> _TO DO_: This task calls for copying every line of the records that includes the word "Кадышевская".

(Data records)
%%

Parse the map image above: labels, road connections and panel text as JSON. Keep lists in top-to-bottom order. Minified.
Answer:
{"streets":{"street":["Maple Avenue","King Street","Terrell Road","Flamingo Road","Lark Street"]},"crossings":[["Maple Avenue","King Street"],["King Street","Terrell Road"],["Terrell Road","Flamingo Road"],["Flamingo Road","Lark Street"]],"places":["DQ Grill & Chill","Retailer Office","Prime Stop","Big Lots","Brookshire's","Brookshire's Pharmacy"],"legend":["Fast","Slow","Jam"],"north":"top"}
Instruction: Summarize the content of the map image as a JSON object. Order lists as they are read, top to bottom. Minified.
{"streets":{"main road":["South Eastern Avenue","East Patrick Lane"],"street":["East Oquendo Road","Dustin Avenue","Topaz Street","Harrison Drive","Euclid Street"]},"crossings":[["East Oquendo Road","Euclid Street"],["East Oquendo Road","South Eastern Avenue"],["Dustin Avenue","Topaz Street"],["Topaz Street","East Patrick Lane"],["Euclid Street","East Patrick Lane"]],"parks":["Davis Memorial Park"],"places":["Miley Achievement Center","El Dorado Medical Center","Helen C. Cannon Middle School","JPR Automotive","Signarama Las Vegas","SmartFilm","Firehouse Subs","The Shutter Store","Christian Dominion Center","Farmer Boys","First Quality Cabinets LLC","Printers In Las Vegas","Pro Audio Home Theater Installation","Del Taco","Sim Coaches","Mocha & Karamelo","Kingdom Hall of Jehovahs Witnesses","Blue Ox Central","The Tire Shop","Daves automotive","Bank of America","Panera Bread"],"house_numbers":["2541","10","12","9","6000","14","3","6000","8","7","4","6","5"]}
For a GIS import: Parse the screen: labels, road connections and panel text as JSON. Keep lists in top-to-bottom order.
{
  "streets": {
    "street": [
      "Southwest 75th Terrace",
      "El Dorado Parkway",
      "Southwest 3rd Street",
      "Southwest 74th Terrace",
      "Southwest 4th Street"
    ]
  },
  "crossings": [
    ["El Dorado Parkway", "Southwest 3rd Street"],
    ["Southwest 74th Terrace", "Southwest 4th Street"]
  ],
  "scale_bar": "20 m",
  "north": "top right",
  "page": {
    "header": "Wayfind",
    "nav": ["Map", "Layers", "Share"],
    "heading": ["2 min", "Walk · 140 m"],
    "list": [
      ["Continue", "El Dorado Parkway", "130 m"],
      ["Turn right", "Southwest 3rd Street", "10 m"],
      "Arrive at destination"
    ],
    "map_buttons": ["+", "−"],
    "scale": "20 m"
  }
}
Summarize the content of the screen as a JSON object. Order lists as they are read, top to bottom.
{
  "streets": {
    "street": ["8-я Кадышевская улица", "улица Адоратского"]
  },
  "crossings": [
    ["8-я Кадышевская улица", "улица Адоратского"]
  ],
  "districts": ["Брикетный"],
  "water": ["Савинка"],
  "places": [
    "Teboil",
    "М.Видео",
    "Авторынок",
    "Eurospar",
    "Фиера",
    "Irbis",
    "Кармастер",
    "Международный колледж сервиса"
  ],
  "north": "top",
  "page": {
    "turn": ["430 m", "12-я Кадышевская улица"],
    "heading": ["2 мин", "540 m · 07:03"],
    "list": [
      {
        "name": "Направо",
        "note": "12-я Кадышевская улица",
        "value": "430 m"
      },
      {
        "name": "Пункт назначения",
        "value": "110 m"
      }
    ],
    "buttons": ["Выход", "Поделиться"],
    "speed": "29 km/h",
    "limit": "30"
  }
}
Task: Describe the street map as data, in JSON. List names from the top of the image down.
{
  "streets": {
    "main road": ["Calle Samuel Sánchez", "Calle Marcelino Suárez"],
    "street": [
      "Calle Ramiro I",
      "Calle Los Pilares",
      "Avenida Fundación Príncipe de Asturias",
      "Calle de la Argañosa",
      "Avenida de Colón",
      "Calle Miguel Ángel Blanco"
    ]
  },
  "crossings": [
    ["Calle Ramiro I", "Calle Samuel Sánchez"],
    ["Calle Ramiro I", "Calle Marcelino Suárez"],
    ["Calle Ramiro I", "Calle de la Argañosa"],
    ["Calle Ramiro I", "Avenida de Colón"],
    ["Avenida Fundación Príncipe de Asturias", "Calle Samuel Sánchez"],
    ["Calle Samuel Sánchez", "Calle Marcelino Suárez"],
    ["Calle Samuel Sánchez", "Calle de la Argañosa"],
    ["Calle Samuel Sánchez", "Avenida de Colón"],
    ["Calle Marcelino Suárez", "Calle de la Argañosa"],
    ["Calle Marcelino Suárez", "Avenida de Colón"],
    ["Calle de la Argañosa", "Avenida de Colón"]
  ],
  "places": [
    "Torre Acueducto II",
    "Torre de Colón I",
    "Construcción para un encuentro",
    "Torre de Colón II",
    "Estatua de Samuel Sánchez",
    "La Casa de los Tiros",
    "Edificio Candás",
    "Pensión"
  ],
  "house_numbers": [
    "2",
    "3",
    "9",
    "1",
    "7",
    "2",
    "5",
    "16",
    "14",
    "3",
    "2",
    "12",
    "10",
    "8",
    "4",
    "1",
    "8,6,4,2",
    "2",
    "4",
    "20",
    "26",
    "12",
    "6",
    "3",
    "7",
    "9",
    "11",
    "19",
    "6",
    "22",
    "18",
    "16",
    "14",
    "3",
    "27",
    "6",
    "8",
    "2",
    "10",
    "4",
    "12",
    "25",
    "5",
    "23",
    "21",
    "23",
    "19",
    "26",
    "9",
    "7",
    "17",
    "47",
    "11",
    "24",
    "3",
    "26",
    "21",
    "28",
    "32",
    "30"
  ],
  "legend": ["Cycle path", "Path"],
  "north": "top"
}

%%

> _ANSWER TO THIS TASK_:
    "street": ["8-я Кадышевская улица", "улица Адоратского"]
    ["8-я Кадышевская улица", "улица Адоратского"]
    "turn": ["430 m", "12-я Кадышевская улица"],
        "note": "12-я Кадышевская улица",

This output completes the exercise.